The explorer who discovered the wreck of the Titanic has described the thrill as being like scaling Mount Everest, and how the Cold War enabled him to find the ship.
Dr Robert Ballard spoke to the PA news agency during a visit to Belfast to view the new gallery Ballard’s Quest, which tells the story of his discovery of the ship in 1985, 73 years after it sank.
Many had tried and failed to find the site, but Dr Ballard was not put off by the slim odds of success.
“I always saw the Titanic as a Mount Everest that no-one had been able to climb and so I was lucky to be the first to summit that mountain in life,” he said.
Dr Ballard made a number of attempts to find the ship.
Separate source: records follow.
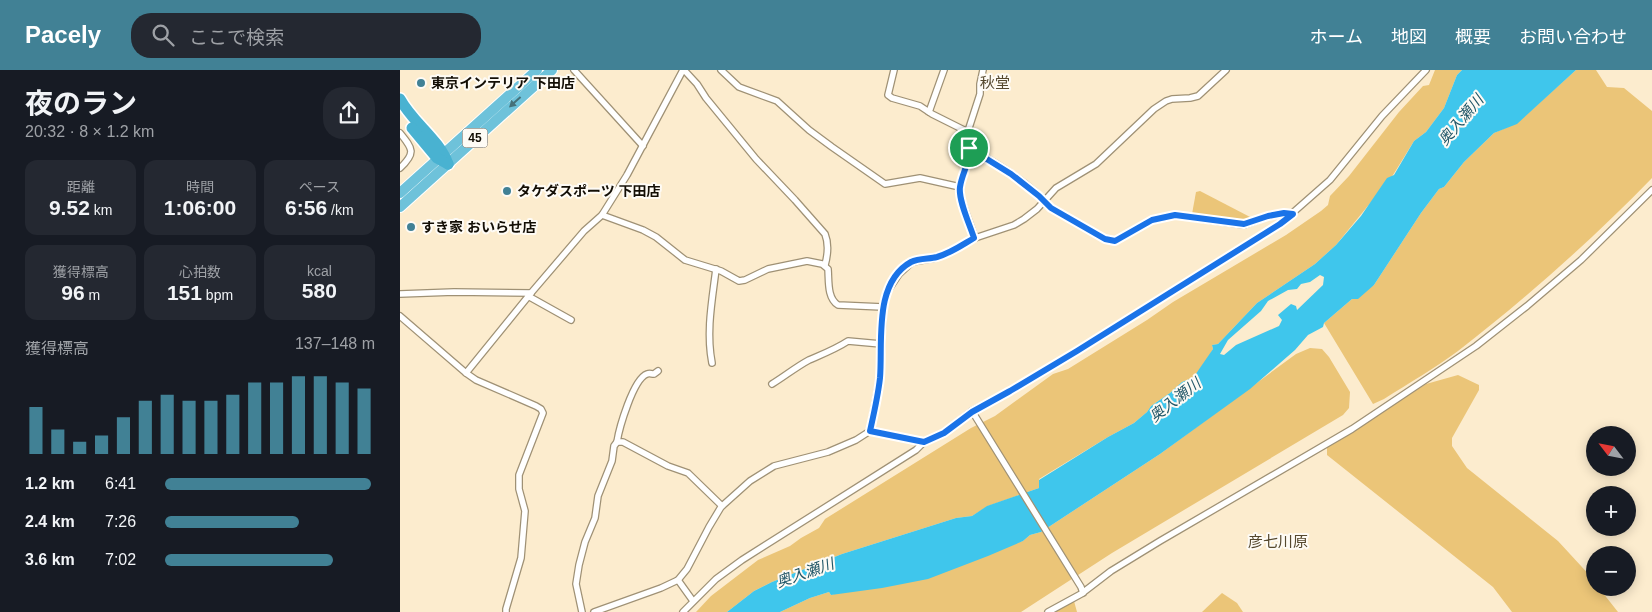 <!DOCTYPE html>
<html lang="ja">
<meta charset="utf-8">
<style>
:root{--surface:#171b24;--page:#242831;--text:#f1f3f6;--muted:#9ea1a6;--accent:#418195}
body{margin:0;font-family:Helvetica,"Noto Sans JP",sans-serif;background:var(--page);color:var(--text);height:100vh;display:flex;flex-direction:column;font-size:19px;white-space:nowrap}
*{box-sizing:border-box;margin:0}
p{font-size:16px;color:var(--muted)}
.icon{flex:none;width:28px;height:28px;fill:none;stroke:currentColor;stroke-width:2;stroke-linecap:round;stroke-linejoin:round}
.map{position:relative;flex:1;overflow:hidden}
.sheet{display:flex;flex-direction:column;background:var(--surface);width:400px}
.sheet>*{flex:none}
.needle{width:32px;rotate:302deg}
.fabs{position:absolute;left:1186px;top:356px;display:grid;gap:10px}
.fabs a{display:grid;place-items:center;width:50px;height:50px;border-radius:50%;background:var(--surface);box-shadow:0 2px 12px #0003;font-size:25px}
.pin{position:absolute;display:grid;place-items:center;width:42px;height:42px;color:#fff;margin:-21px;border:2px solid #fff;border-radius:50%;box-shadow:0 1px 5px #0007}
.round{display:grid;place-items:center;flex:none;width:52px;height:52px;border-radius:20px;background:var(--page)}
.headline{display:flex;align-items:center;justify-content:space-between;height:85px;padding:0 25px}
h1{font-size:28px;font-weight:700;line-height:38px}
.metrics{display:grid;grid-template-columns:repeat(3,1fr);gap:8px;height:85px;padding:5px 25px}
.metrics div{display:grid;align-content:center;border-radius:12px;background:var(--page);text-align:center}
.metrics b{font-size:21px;font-weight:700}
.metrics small{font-size:14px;font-weight:400}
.metrics p{font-size:14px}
.chart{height:140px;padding:10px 25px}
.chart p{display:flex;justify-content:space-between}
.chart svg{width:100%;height:90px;margin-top:5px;stroke:var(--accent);stroke-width:6}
ul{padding:0 25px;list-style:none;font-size:16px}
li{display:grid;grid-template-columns:80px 60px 1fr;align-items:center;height:38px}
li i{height:12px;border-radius:6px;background:var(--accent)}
header{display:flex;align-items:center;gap:30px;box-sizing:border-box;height:70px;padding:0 25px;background:var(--accent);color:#fff}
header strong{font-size:24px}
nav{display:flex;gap:28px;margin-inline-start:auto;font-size:18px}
.search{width:350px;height:45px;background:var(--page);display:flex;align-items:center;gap:12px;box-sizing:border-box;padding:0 18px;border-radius:20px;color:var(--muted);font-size:19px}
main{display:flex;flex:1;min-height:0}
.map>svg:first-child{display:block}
.green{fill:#ebc578}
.water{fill:#3fc6ec;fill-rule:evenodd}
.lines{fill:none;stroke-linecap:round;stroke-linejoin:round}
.minor-casing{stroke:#9f9175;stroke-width:8}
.trunk-casing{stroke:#fff;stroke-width:12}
.motorway-casing{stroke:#fff;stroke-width:14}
.minor{stroke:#fff;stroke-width:5.5}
.trunk{stroke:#6ec2da;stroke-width:10}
.motorway{stroke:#49b2d1;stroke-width:11}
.oneway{fill:#45717a}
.route-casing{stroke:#fff;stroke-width:10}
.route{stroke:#1a73e8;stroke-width:6}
.poi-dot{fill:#418195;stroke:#fefbf5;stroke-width:2}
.labels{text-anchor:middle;stroke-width:4;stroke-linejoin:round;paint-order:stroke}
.shield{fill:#fefbf5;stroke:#5a554d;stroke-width:1}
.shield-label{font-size:12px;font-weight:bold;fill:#130e05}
.poi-label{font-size:14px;font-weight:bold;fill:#130e05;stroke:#fefbf5;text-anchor:start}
.neighbourhood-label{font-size:15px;fill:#55482e;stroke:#fefbf5}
.water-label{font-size:15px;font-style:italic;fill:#225768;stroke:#fefbf5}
</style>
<header>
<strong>Pacely</strong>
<div class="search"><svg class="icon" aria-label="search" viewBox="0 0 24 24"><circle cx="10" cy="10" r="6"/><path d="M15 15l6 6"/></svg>ここで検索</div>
<nav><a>ホーム</a><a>地図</a><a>概要</a><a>お問い合わせ</a></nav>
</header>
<main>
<section class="sheet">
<div class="headline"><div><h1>夜のラン</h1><p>20:32 · 8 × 1.2 km</p></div><a class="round"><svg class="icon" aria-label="share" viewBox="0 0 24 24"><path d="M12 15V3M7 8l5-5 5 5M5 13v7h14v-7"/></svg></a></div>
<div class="metrics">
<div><p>距離</p><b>9.52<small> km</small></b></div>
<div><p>時間</p><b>1:06:00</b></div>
<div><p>ペース</p><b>6:56<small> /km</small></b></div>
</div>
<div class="metrics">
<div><p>獲得標高</p><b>96<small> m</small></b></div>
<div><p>心拍数</p><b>151<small> bpm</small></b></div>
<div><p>kcal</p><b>580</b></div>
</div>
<div class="chart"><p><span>獲得標高</span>137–148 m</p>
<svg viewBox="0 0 160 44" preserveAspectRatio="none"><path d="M5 44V21M15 44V32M25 44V38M35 44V35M45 44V26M55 44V18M65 44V15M75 44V18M85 44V18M95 44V15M105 44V9M115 44V9M125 44V6M135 44V6M145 44V9M155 44V12"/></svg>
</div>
<ul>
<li><b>1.2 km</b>6:41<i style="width:98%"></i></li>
<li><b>2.4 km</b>7:26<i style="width:64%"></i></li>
<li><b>3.6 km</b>7:02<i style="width:80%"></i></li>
</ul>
</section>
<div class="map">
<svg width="1252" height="542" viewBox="0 0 1252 542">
<rect width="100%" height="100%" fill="#fcecce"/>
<g class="green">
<polygon points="1035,0 1062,0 1057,5 1044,38 1026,62 1014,71 993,105 936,175 915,194 857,233 818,274 812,275 813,279 808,288 793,308 782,312 770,323 751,336 747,342 734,353 708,367 639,409 639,418 588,436 572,446 556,448 442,484 372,512 354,521 327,542 296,542 311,526 358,490 390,476 401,468 419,458 425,449 571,358 595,346 653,304 668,299 747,250 773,232 886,165 921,141 928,135 930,126 949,106 999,42 1023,16 1029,15"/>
<path d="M 1176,0 L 1196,0 L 1207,17 L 1224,18 L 1252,41 L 1252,108 C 1192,170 1126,228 1058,281 C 1035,298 1009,313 984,329 L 973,334 L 924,253 L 952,229 L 974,215 L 1021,143 L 1039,119 L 1044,117 L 1064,92 L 1094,63 L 1117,53 Z"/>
<polygon points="800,121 852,148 836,152 792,144 796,122"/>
<polygon points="910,278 922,279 929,287 950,322 949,338 943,345 712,483 621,542 380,542 410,528 429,522 431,525 623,471 630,465 641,462 760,384 896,284"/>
<polygon points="1058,305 1079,315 1079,320 1052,368 1052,376 1067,398 1158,471 1193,509 1195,512 1195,518 1199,518 1218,542 1112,542 1093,517 927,385 927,377 1026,314"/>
<polygon points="822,523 837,533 843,542 802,542"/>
<polygon points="674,531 677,542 655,542"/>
</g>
<path class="water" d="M 1062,0 L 1176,0 L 1117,54 L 1094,63 L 1064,92 L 1044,117 L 1039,119 L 1021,143 L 974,215 L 958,229 L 952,229 L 924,253 L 923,257 L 908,265 L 895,280 L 850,319 L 760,384 L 641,462 L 630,465 L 623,471 L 588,486 L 528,509 L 482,518 L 431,525 L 429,522 L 410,528 L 380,542 L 327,542 L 354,521 L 372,512 L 442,484 L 556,448 L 572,446 L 587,436 L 639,418 L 639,410 L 708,367 L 734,353 L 747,342 L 751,336 L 770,323 L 782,312 L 793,308 L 813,279 L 812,275 L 818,274 L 857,233 L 915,194 L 936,175 L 961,146 L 987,108 L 994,105 L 1014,71 L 1026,62 L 1044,38 L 1057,5 ZM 920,205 L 924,207 L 923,215 L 897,240 L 896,236 L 891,234 L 878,245 L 882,250 L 879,256 L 836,275 L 824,285 L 820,284 L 828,270 L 861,241 L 868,231 L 888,220 L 897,219 L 901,214 L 910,212 Z"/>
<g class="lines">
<g class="minor-casing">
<g id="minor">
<polyline points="174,0 243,76"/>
<path d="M 284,0 L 297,14 L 306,28 L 356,89 L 395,130 L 425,164 C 429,174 428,184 425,195"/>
<polyline points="321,0 339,17 377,31 409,60 432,77 485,114 520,108 560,117"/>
<polyline points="494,0 488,25 492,28 520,36 532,44 568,62"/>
<polyline points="529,42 544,0"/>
<path d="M 0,63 C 13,79 16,83 0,98"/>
<path d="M 569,78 C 595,92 632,115 651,138 L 705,169 L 715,171 L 752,150 L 775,145 L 844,155 L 868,146 L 884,143 L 893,144"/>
<path d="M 202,145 L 243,160 L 256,167 L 285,190 L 321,201 L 339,211 L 345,210 L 368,199 L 407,191 L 422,194 L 428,199 C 429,211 427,228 438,235 L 483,237"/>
<polyline points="575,168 561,129 560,117 569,86 568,61 580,24 580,14 583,0"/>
<polyline points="0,224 54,222 131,223"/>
<polyline points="128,226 171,250"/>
<polyline points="0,246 66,303 76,310 136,336 141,339 143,343 119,405 119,419 125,441 121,488 106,539 106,542"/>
<path d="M 312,293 C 306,262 312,231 316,199"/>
<polyline points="66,303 131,223 184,161 202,145 227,105 283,0"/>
<path d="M 372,314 C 385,306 396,297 409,290 C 423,284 436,279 448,271 L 481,274"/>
<polyline points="572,341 681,517 683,523"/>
<polyline points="470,361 524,372"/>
<path d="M 217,372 C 219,359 233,309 247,304 C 250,303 251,304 254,304 L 258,301"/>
<polyline points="278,510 293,531"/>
<polyline points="182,542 176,514 179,495 185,472 195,448 198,426 212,391 214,376 217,372 223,372 268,396 288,403 322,436"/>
<polyline points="194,542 261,518 278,510 287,499 309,457 321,437 350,411 374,396 428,382 456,370 470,361 480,308 483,237 487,222 499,204 512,192 535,188 550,182 575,168 614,155 624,149 637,139 656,118 696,94 754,39 766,31 772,29 790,28 798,26 826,0"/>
<polyline points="283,542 316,509 342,490 516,380 524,372 544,363 572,341 610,321 677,281 880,154 930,110 982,46 1026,0"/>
<polyline points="648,542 681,524 711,501 760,471 952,359 1076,276 1127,236 1181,190 1252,120"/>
</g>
</g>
<g class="trunk-casing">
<g id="trunk">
<polyline points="0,123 137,0"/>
<polyline points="0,137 152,0"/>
</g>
</g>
<g class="motorway-casing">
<g id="motorway">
<path d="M 0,29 C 13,53 39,69 48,94"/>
<polyline points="12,58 37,88 48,94"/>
</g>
</g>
<use href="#minor" class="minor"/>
<use href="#trunk" class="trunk"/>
<use href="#motorway" class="motorway"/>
</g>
<defs><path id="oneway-solid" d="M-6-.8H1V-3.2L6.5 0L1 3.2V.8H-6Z" transform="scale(1.25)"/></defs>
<use class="oneway" href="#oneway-solid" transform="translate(115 32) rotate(138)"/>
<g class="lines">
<g class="route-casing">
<path id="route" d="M 569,78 L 611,104 L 639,126 L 651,138 L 705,169 L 715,171 L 752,150 L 775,145 L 844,154 L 868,146 L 884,143 L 893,144 L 880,154 L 677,281 L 610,321 L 572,342 L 544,363 L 524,372 L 470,361 C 474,343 478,326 480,308 C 483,272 473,213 511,192 C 519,188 529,189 537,187 C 551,183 562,175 574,168 C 570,155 558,130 560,117 C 562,103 570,93 569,78 Z"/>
</g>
<use href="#route" class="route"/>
</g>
<g class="poi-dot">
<circle cx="21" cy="13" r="5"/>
<circle cx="107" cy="121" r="5"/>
<circle cx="11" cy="157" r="5"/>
</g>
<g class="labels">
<rect class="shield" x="62.5" y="58.5" width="25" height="19" rx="4"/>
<g class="shield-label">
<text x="75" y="72">45</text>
</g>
<g class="poi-label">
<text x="31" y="18">東京インテリア 下田店</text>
<text x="117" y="126">タケダスポーツ 下田店</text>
<text x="21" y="162">すき家 おいらせ店</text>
</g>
<g class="neighbourhood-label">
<text x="595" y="18">秋堂</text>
<text x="878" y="477">彦七川原</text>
</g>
<g class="water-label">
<text transform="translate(1061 50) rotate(-50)" y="5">奥入瀬川</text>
<text transform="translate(775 330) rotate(-38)" y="5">奥入瀬川</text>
<text transform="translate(405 503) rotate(-19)" y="5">奥入瀬川</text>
</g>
</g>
</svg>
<div class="fabs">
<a><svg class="needle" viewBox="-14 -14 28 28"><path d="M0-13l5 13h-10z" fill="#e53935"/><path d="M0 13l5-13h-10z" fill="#9ea1a6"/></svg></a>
<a>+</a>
<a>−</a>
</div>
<div class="pin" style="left:569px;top:78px;background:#1e9e55"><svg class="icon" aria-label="arrive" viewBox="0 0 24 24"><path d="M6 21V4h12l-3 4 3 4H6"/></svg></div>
</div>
</main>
His first expedition was in October 1977, but it ended in failure after the deep sea salvage vessel broke.
To finance his efforts to find the Titanic he approached the US Navy in 1982.
They agreed to allow him to search for the Titanic if he was able to locate two missing nuclear submarines, which he did over a period of two years.
“When I first discovered the Titanic I couldn’t tell the truth about who really sponsored it, it was actually a top secret mission I was on,” he said.
“My country wanted me to make sure the Soviets didn’t know where it was.
“So I was able to convince (then US) president (Ronald) Reagan to let the Titanic be the cover because it was nearby, and so naturally when I did the initial exhibit here in Belfast, I couldn’t talk about it, but the military recently declassified that mission so I’m so glad that I can finally tell the truth.”
The new exhibition at Titanic Belfast includes the recordings from the expedition at the moment they found the first sign of debris that eventually led them to Titanic.
The team used a new technique to find the ship by tracking the debris field, and Dr Ballard discussed how they felt when they found that first part of the Titanic’s debris, a boiler that powered the ship.
“When we picked up the debris we said ‘well let’s see’, we didn’t know if it was Titanic debris,” he said.
“We looked and there it was and we then knew that we’d found the Titanic and we went a little crazy in there.”
Dr Ballard said the celebratory tone on board quickly changed.
“We realised we shouldn’t be dancing, so we stopped the ship and we went outside and had a memorial service,” he said.
“Before finding the Titanic it was lost, but when you find it you’re there, and the spot speaks to you. You’re in the very spot where this tragedy unfolded, it was very solemn.”
Dr Ballard found the ship more than two miles beneath the waves of the north Atlantic on September 1, 1985.
The oceanographer and explorer expressed his admiration for the exhibition dedicated to his work, but did say he asked for one detail to be added.
“Sitting there day after day it gets very, very tedious watching the camera going over mud, so we play music, and do you know what the music we were playing when we found the Titanic? I Heard It Through The Grapevine. So they’re going to add that music,” he said.
The mission to find the Titanic was marred by setbacks and Dr Ballard said: “I think the important thing to learn is that failure is a great teacher but passion keeps you going.”